--- Supplied material Enclosed Below ---

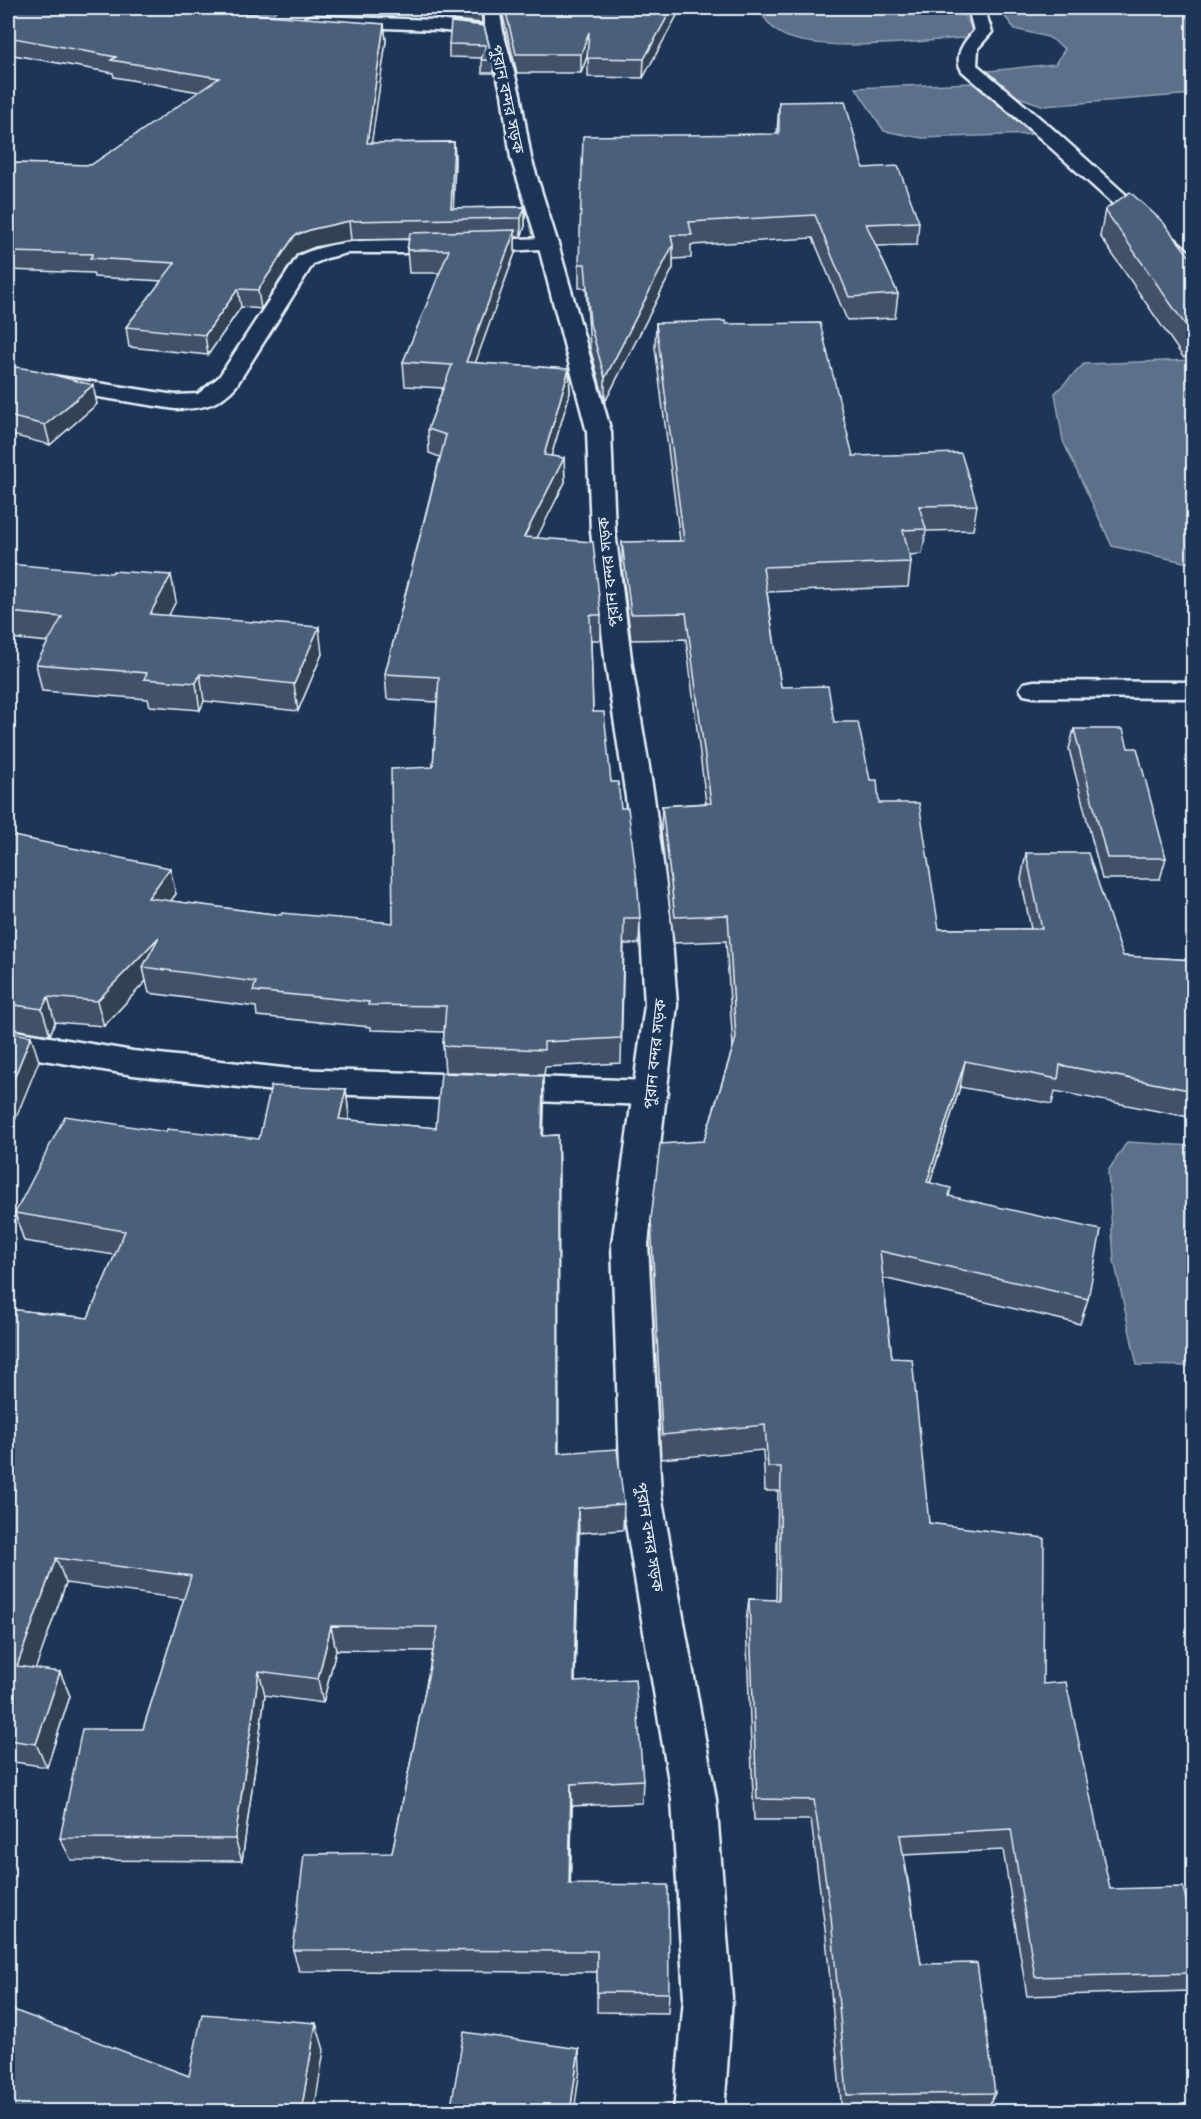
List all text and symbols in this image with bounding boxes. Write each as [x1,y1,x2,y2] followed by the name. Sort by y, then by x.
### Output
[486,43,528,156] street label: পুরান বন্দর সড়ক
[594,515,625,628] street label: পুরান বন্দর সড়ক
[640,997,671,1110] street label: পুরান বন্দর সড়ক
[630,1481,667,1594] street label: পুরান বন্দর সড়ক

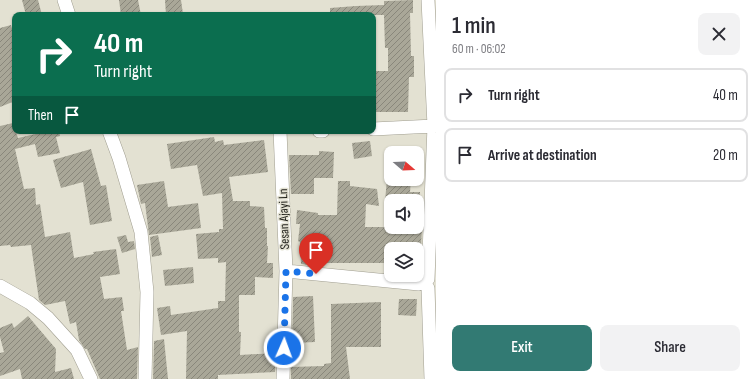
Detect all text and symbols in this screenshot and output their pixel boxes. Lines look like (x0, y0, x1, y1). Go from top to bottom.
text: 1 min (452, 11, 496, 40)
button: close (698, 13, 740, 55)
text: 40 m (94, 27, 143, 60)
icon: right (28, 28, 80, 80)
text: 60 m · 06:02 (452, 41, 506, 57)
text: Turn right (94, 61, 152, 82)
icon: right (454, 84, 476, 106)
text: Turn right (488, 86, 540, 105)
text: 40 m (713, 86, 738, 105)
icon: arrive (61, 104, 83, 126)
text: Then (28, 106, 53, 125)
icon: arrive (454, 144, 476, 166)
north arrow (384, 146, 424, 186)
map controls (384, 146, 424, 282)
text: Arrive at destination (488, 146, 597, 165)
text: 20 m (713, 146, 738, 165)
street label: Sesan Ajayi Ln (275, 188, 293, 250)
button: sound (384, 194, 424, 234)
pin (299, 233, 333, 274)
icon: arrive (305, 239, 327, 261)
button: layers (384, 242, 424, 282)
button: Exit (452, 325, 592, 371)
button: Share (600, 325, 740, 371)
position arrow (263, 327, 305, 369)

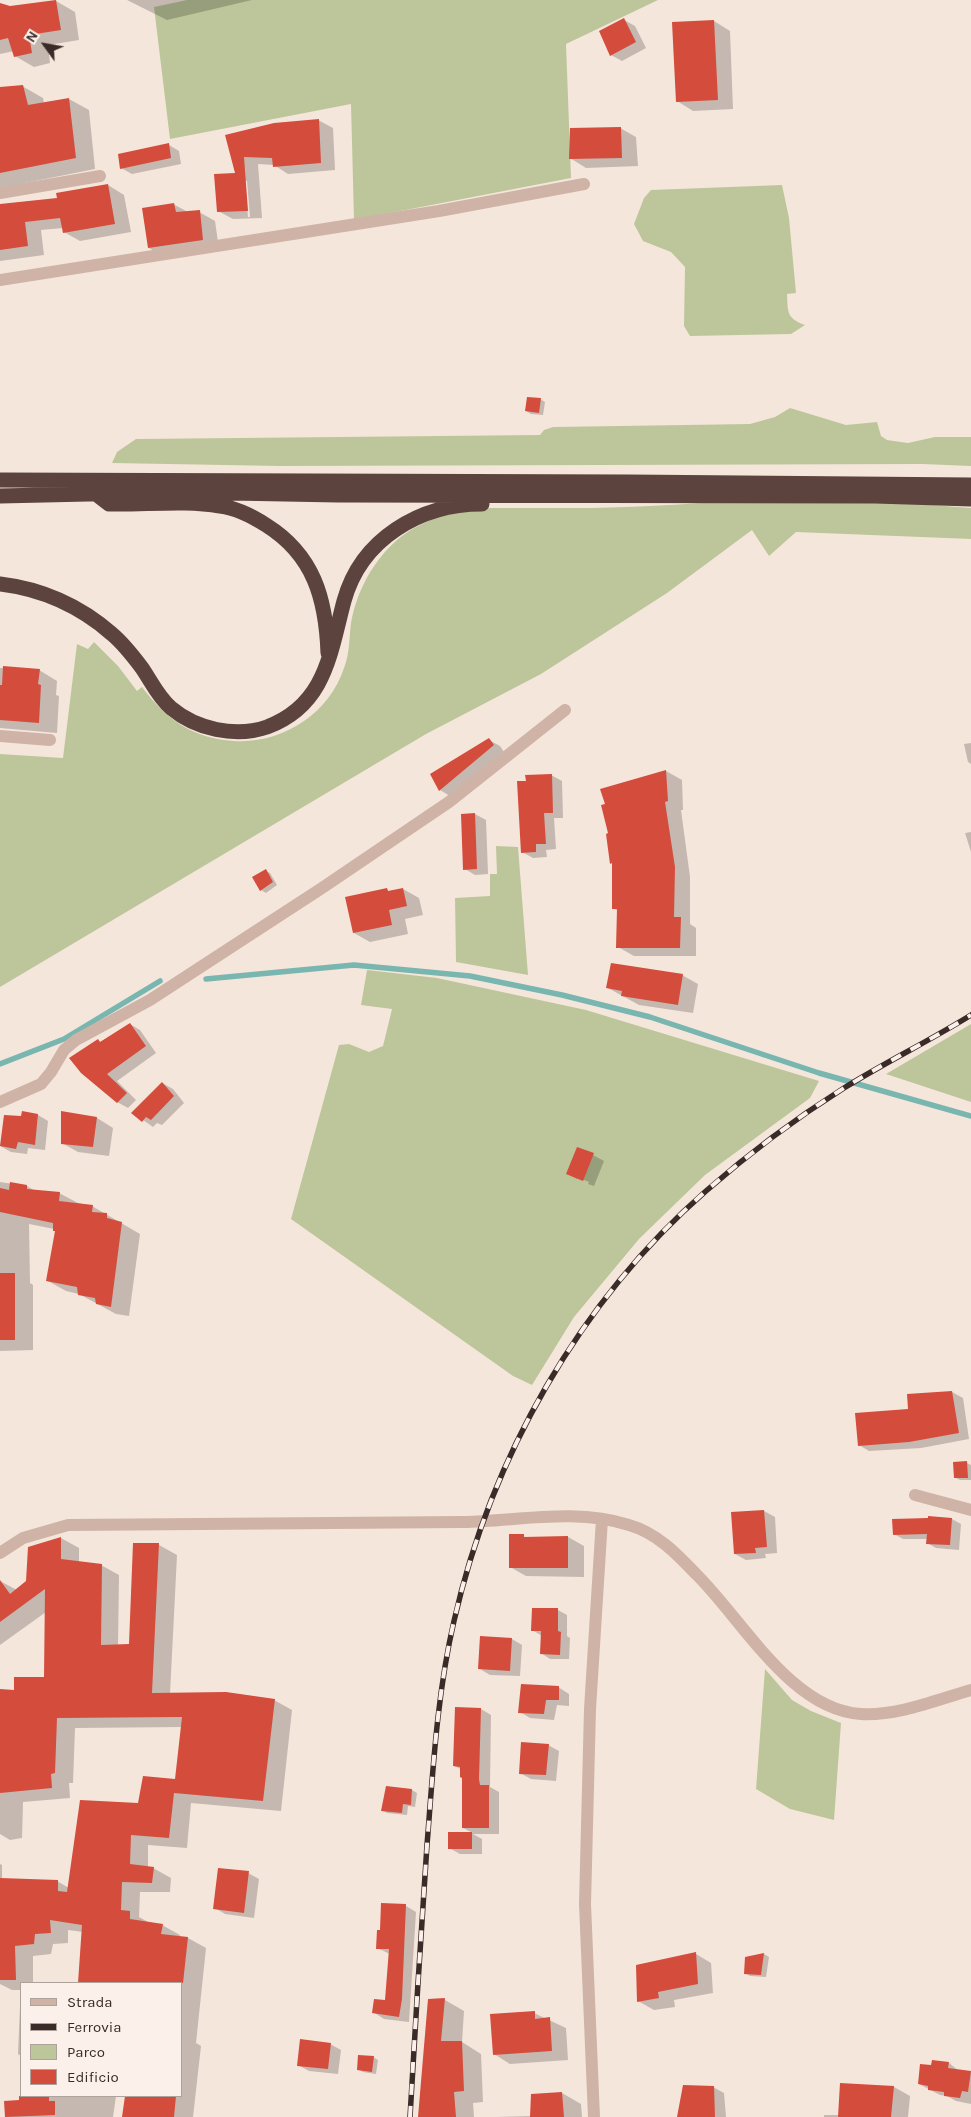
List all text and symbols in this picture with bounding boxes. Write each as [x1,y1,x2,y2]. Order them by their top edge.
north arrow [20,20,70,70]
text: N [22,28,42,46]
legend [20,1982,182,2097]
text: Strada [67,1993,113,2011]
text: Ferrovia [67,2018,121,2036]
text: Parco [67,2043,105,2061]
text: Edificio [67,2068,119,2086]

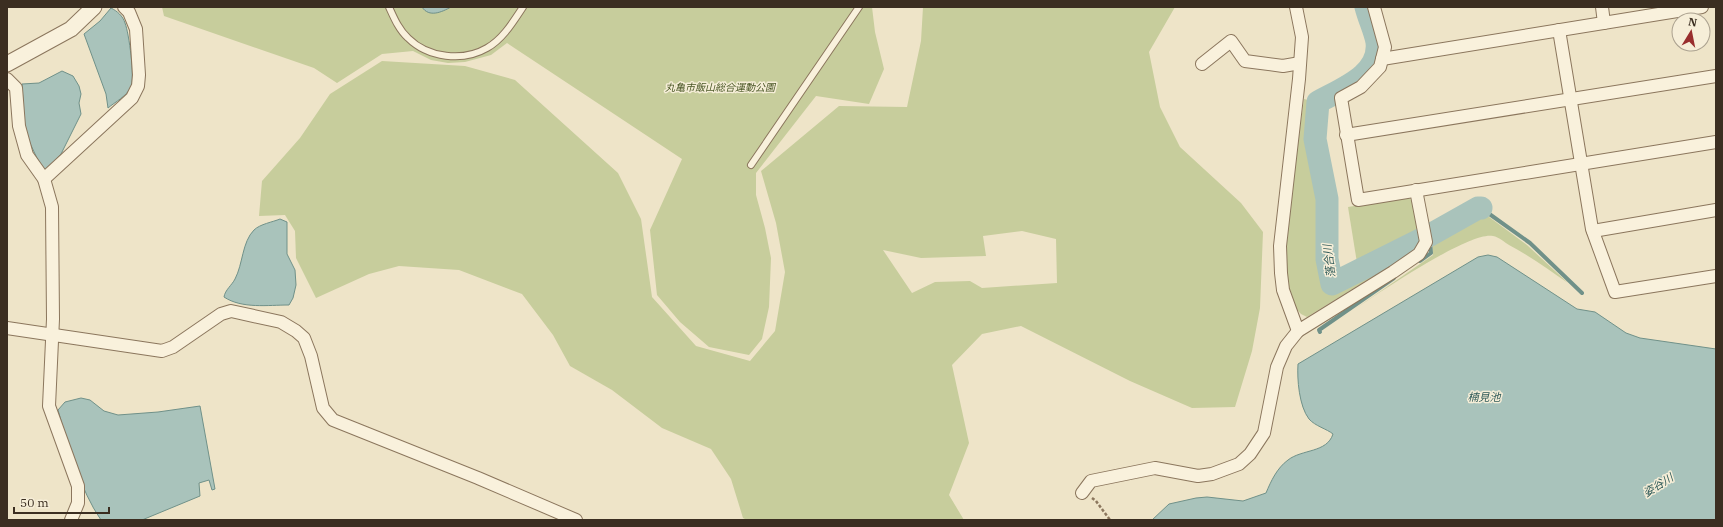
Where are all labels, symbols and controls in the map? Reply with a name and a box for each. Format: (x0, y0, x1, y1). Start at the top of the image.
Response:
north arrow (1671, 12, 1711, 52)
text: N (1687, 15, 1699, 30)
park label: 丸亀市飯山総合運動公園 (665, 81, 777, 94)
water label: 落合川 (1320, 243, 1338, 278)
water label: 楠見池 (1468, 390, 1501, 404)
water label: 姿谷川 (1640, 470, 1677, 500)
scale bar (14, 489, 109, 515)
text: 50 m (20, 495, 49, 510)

--- End of Enclosed Supplied material ---

■ **Exercise requirements**
Copy each line holding the word "image" from the listing above.

■ **Exercise output**
List all text and symbols in this image with bounding boxes. Write each as [x1,y1,x2,y2] followed by the name. Sort by y, then by x.
Where are all labels, symbols and controls in the map? Reply with a name and a box for each. Format: (x0, y0, x1, y1). Start at the top of the image.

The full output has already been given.